Yazarın çağdaş dünyanın bazı toplumlarında kin, düşmanlık, kavga ve çatışma nedeni olan problemlere bakışı ve yaklaşımı olabildiğince objektif. Bütün anlaşmazlıklarda, uzlaşmazlıklarda en büyük etken olan önyargıdan olabildiğince arınmış. Sadece iğneyi değil, sırasında çuvaldızı bile kendine batırabiliyor. Bir Hıristiyan olarak Hıristiyanlığa da ciddi eleştiriler yöneltmekten kaçınmıyor.
Bugün bilindiği üzere AB ülkelerinde ve ABD’de her geçen gün yükselen bir İslamofobi salgını var. Amin Maalouf, çok iyi bilinen tarihi örneklerle İslamofobinin haksızlığını ve yanlışlığını ortaya koyuyor.
‘Üzüntü duyuyorum’
“Ben, pek çokları gibi Müslüman dünyasında gördüklerim ve duyduklarım karşısında ürküntüye kapılıyorum. Ama olanların İslam’ın doğasına uygun olduğunu ve bunun değişmeyeceğini ilan etmekten pek memnun olmuşa benzeyenler karşısında üzüntü duyuyorum.”
Hiçbir din hoşgörüsüzlükten soyutlanmış değildir, ama iki ‘rakip’ dinin bir bilançosu yapılacak olsa İslam hiç de fena görünmez. Eğer atalarım, Müslüman orduları tarafından fethedilen bir ülkede Hıristiyan olmak yerine, Hıristiyanlar tarafından fethedilen bir ülkede Müslüman olsalardı, onların inançlarını koruyarak on dört yüzyıl köy ve kentlerinde yaşamaya devam edebileceklerini sanmıyorum. İspanya’daki Müslümanlara ne oldu? Ya Sicilya’daki Müslümanlara? Yok oldular, tek kişi kalmamacasına katledildiler, sürgüne zorlandılar, ya da cebren Hıristiyan edildiler.” (s. 50).

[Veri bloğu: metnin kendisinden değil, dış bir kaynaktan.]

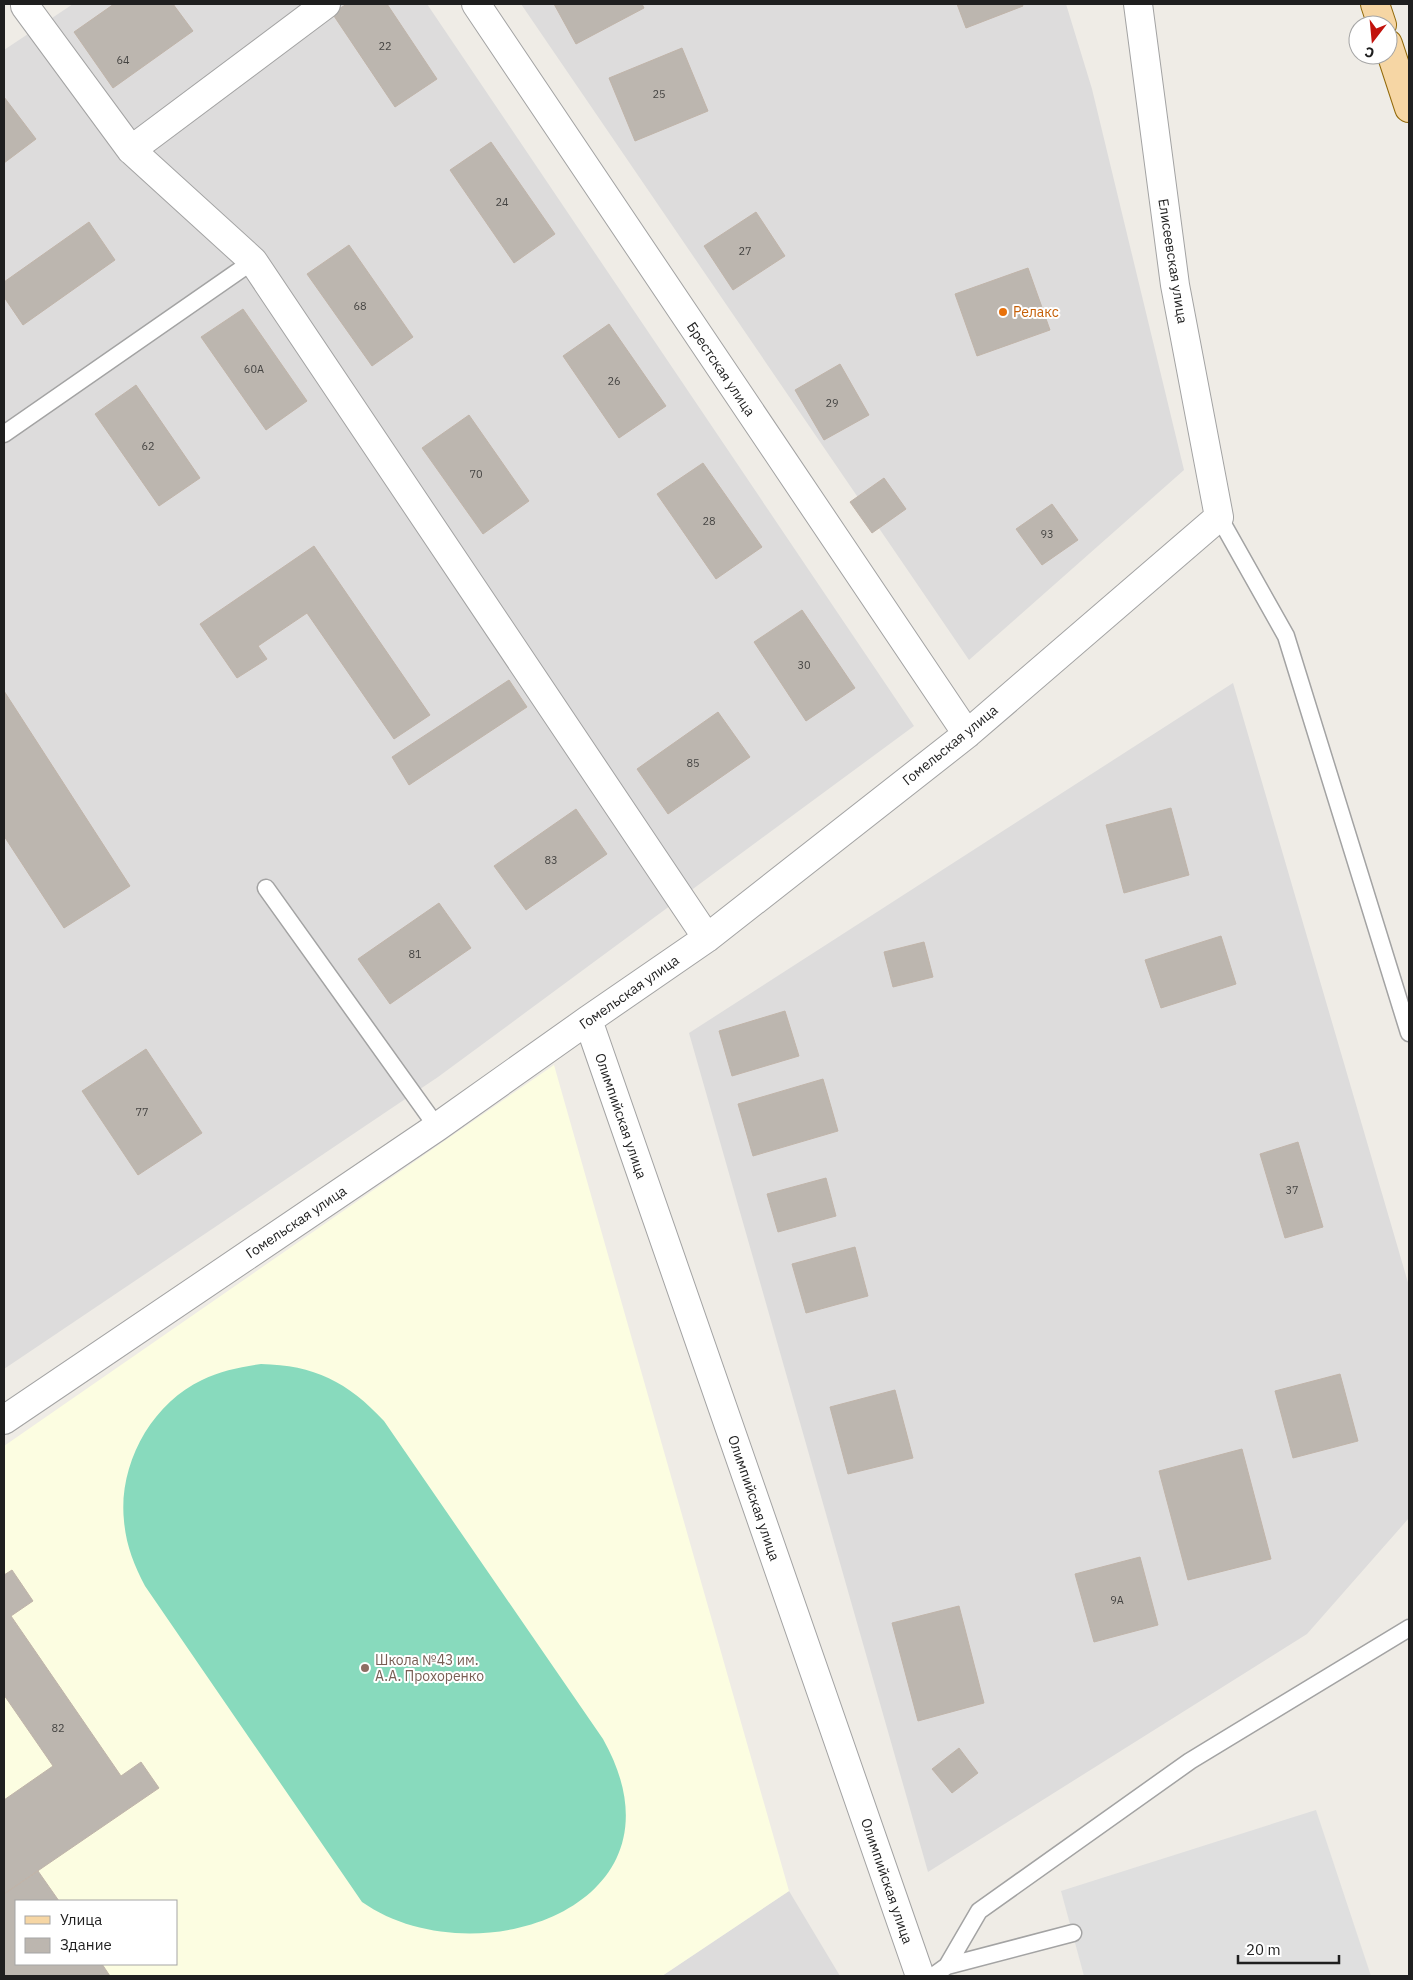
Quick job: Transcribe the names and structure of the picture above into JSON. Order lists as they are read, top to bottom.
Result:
{
  "streets": {
    "street": [
      "Елисеевская улица",
      "Брестская улица",
      "Гомельская улица",
      "Олимпийская улица"
    ]
  },
  "crossings": [
    ["Елисеевская улица", "Гомельская улица"],
    ["Брестская улица", "Гомельская улица"],
    ["Гомельская улица", "Олимпийская улица"]
  ],
  "places": ["Релакс", "Школа №43 им. А.А. Прохоренко"],
  "house_numbers": [
    "22",
    "64",
    "25",
    "24",
    "27",
    "68",
    "60А",
    "26",
    "29",
    "62",
    "70",
    "28",
    "93",
    "30",
    "85",
    "83",
    "81",
    "77",
    "37",
    "9А",
    "82"
  ],
  "legend": ["Улица", "Здание"],
  "scale_bar": "20 m",
  "north": "bottom"
}
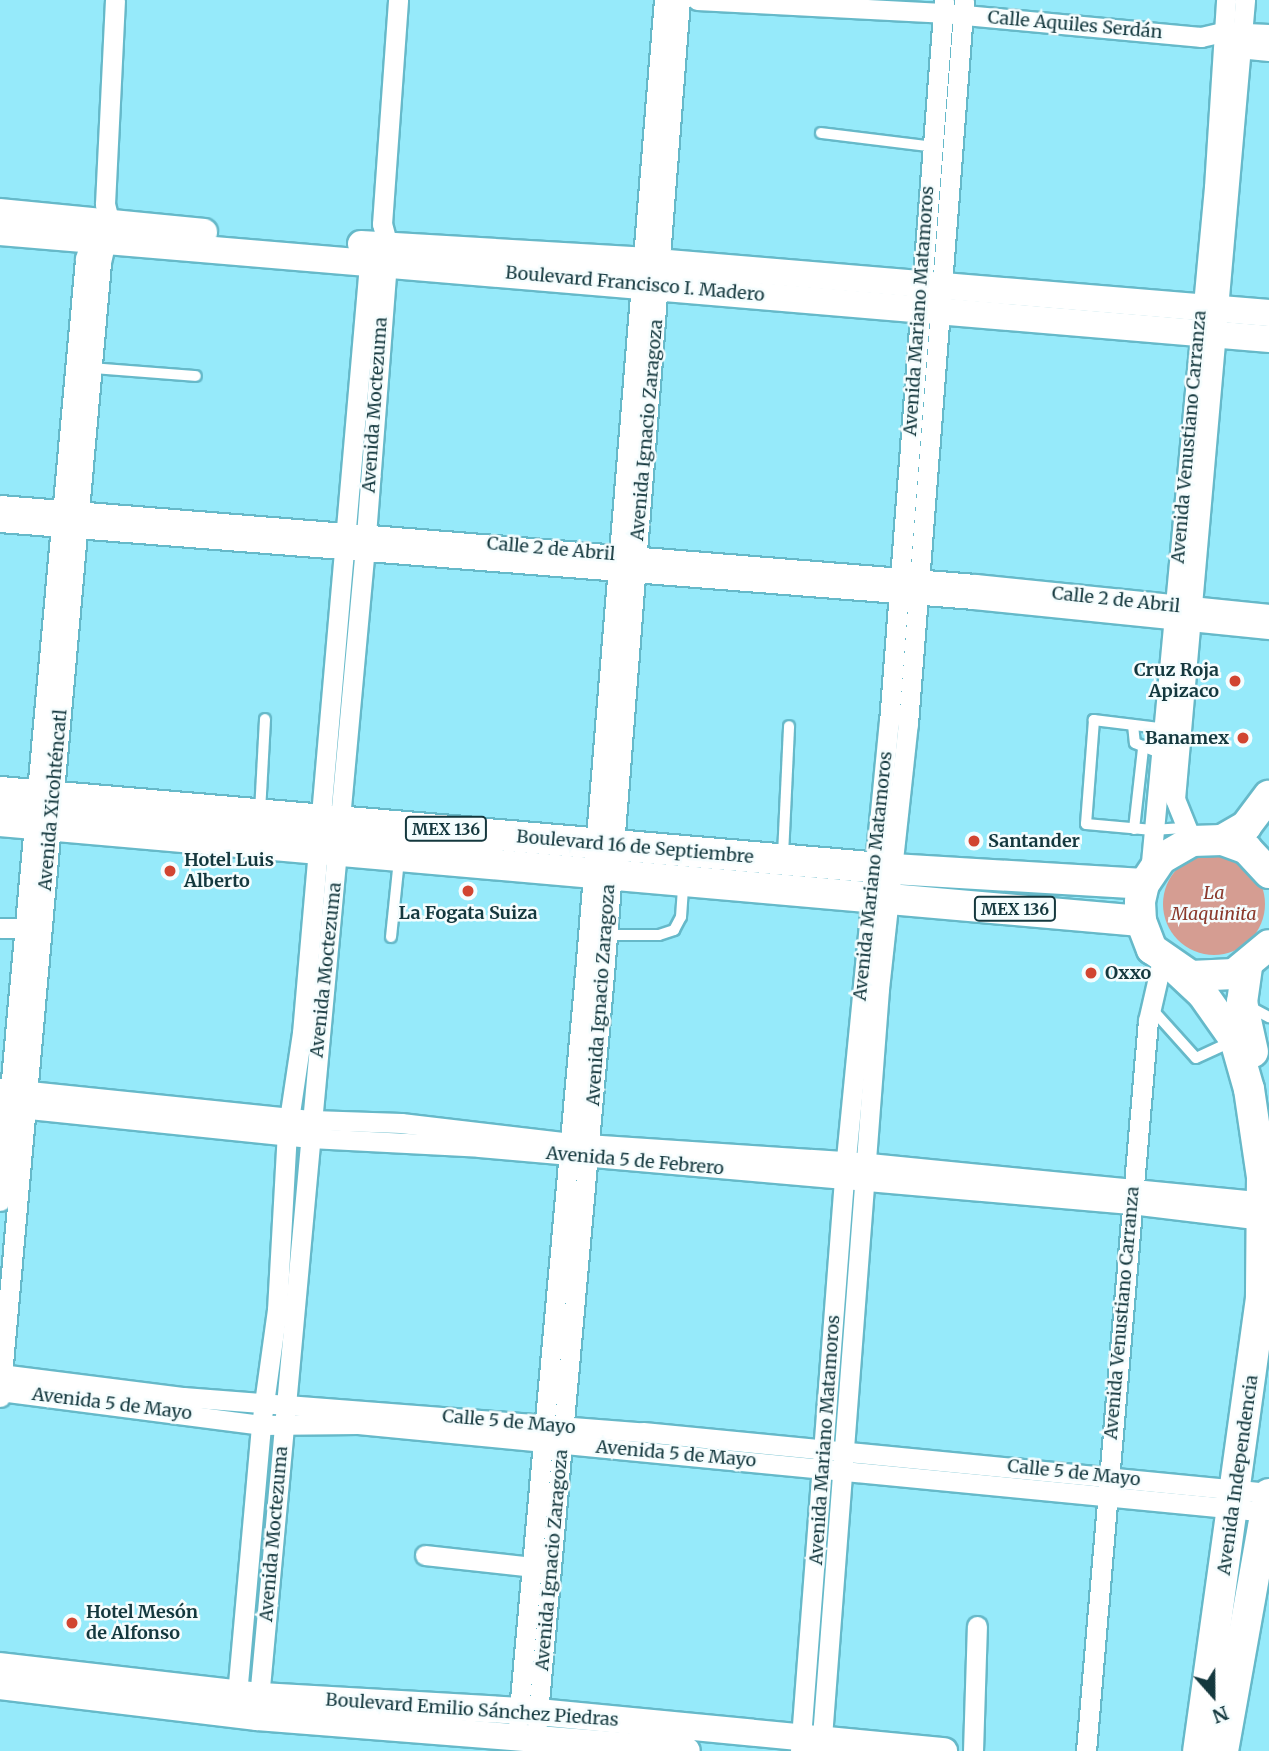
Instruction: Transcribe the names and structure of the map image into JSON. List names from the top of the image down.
{
  "streets": {
    "main road": [
      "Boulevard Francisco I. Madero",
      "MEX 136",
      "Boulevard 16 de Septiembre",
      "Avenida Independencia",
      "Boulevard Emilio Sánchez Piedras"
    ],
    "street": [
      "Calle Aquiles Serdán",
      "Avenida Mariano Matamoros",
      "Avenida Moctezuma",
      "Avenida Ignacio Zaragoza",
      "Avenida Venustiano Carranza",
      "Calle 2 de Abril",
      "Avenida Xicohténcatl",
      "Avenida 5 de Febrero",
      "Avenida 5 de Mayo",
      "Calle 5 de Mayo"
    ]
  },
  "crossings": [
    ["Calle Aquiles Serdán", "Avenida Mariano Matamoros"],
    ["Calle Aquiles Serdán", "Avenida Venustiano Carranza"],
    ["Boulevard Francisco I. Madero", "Avenida Mariano Matamoros"],
    ["Boulevard Francisco I. Madero", "Avenida Moctezuma"],
    ["Boulevard Francisco I. Madero", "Avenida Ignacio Zaragoza"],
    ["Boulevard Francisco I. Madero", "Avenida Venustiano Carranza"],
    ["Boulevard Francisco I. Madero", "Avenida Xicohténcatl"],
    ["Avenida Mariano Matamoros", "Calle 2 de Abril"],
    ["Avenida Mariano Matamoros", "Boulevard 16 de Septiembre"],
    ["Avenida Mariano Matamoros", "Avenida 5 de Febrero"],
    ["Avenida Mariano Matamoros", "Calle 5 de Mayo"],
    ["Avenida Mariano Matamoros", "Boulevard Emilio Sánchez Piedras"],
    ["Avenida Moctezuma", "Calle 2 de Abril"],
    ["Avenida Moctezuma", "Boulevard 16 de Septiembre"],
    ["Avenida Moctezuma", "Avenida 5 de Febrero"],
    ["Avenida Moctezuma", "Avenida 5 de Mayo"],
    ["Avenida Moctezuma", "Boulevard Emilio Sánchez Piedras"],
    ["Avenida Ignacio Zaragoza", "Calle 2 de Abril"],
    ["Avenida Ignacio Zaragoza", "Boulevard 16 de Septiembre"],
    ["Avenida Ignacio Zaragoza", "Avenida 5 de Febrero"],
    ["Avenida Ignacio Zaragoza", "Calle 5 de Mayo"],
    ["Avenida Ignacio Zaragoza", "Boulevard Emilio Sánchez Piedras"],
    ["Avenida Venustiano Carranza", "Calle 2 de Abril"],
    ["Avenida Venustiano Carranza", "Boulevard 16 de Septiembre"],
    ["Avenida Venustiano Carranza", "Avenida 5 de Febrero"],
    ["Avenida Venustiano Carranza", "Calle 5 de Mayo"],
    ["Avenida Venustiano Carranza", "Avenida Independencia"],
    ["Calle 2 de Abril", "Avenida Xicohténcatl"],
    ["Avenida Xicohténcatl", "Boulevard 16 de Septiembre"],
    ["Avenida Xicohténcatl", "Avenida 5 de Febrero"],
    ["Boulevard 16 de Septiembre", "Avenida Independencia"],
    ["Avenida 5 de Febrero", "Avenida Independencia"],
    ["Avenida 5 de Mayo", "Calle 5 de Mayo"],
    ["Calle 5 de Mayo", "Avenida Independencia"]
  ],
  "parks": ["La Maquinita"],
  "places": [
    "Cruz Roja Apizaco",
    "Banamex",
    "Santander",
    "Hotel Luis Alberto",
    "La Fogata Suiza",
    "Oxxo",
    "Hotel Mesón de Alfonso"
  ],
  "north": "bottom"
}
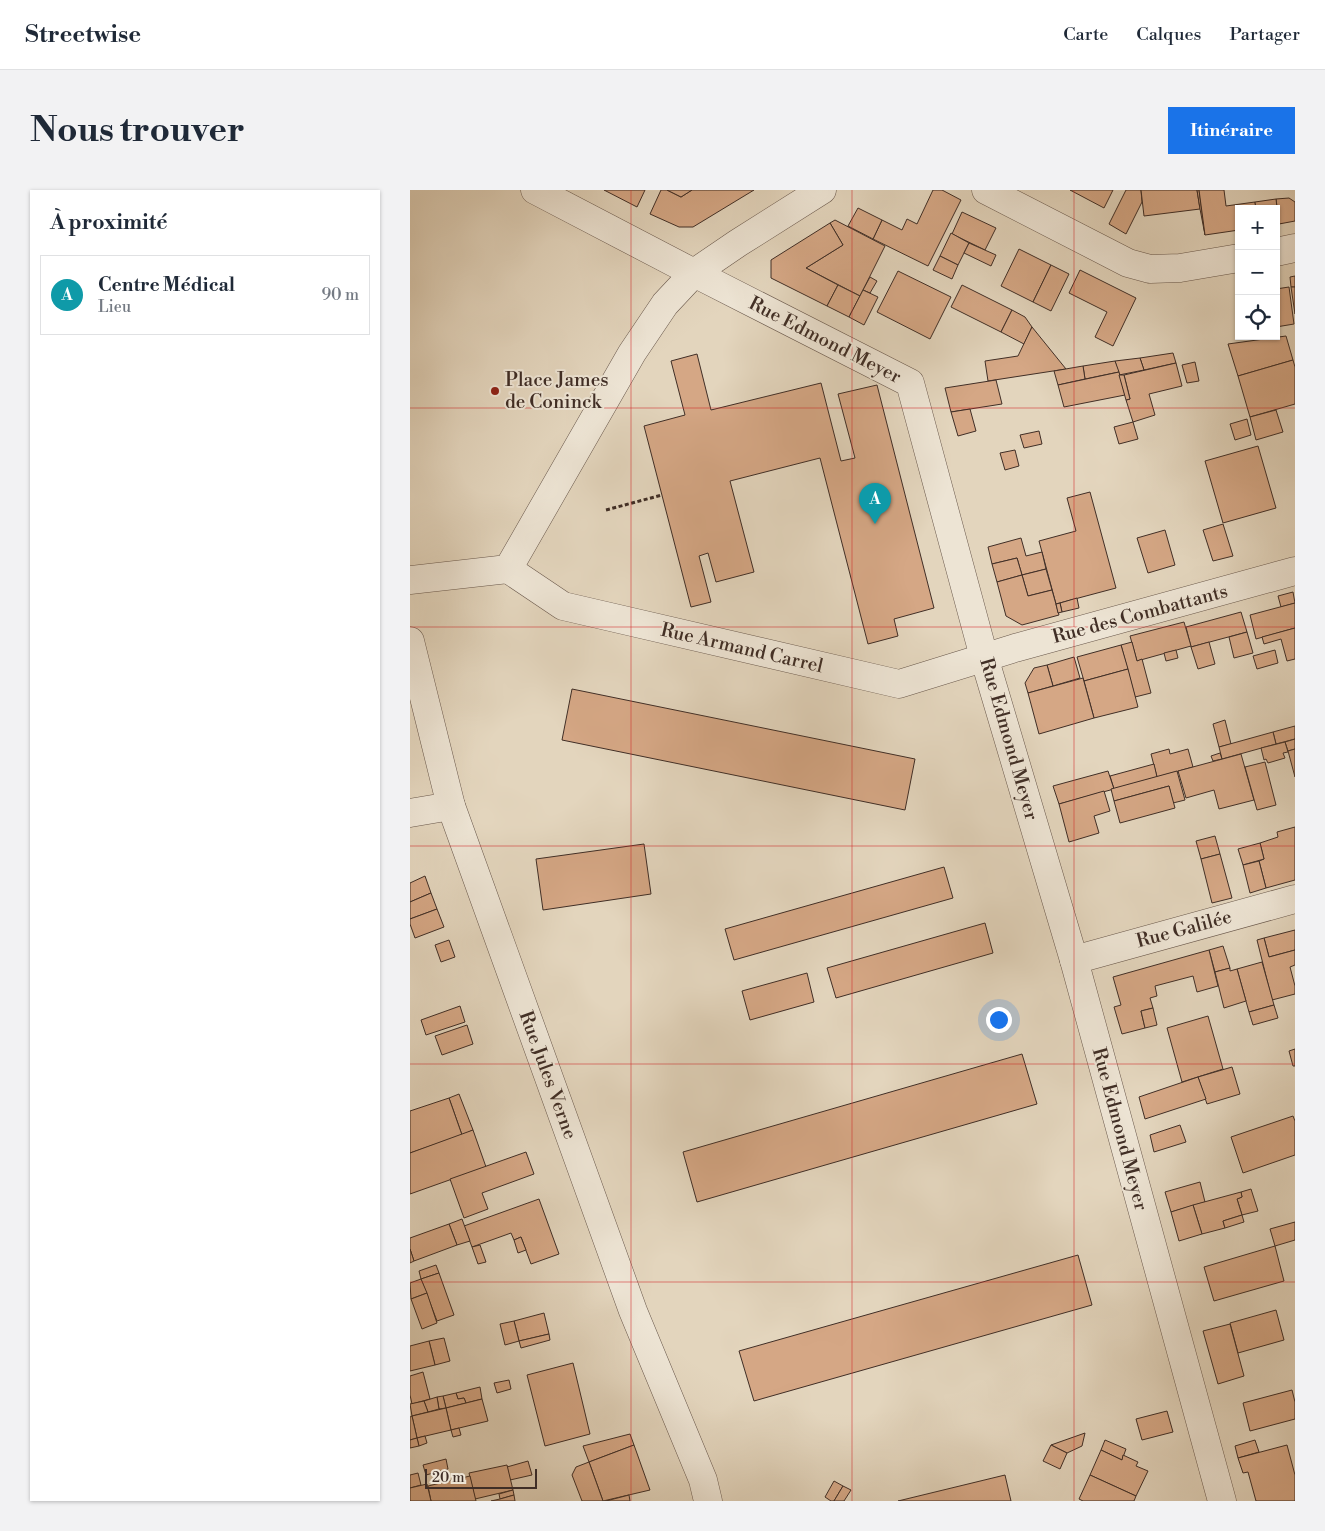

Amin Maalouf kitabında baştan sona toptancı yaklaşımlardan, genellemelerden, taraflı akıl yürütmelerden uzak durmaya çalışıyor ve bunu başarıyor. Onun şu cümleleri bize göre günümüzde ödünsüz bir şekilde eşitlikçi ve özgürlükçü her insanın özleminin bir ifadesidir:
“Ben Müslümanlık tarihi boyunca uzun bir yan yana birlikte yaşama ve hoşgörü uygulamasının var olduğunu saptıyorum. Hoşgörünün beni tatmin etmediğini hemen eklemek istiyorum. Ben hoş görülmeyi arzu etmiyorum. İnançlarım ne olursa olsun her türlü hakka sahip bir yurttaş olarak görülmek istiyorum.” (s. 50).
Amin Maalouf geçmişte de, günümüzde de eşine ve benzerine çok az rastlanacak kalitede eşitlikçi, özgürlükçü, Doğulu ve Batılı anlamını kapsayıcı şekilde hümanist bir düşünür ve yazar. Günümüzün en büyük ihtiyacı, bu kalitede aydınların sayılarının artması ve etkili bir güç oluşturabilmesidir.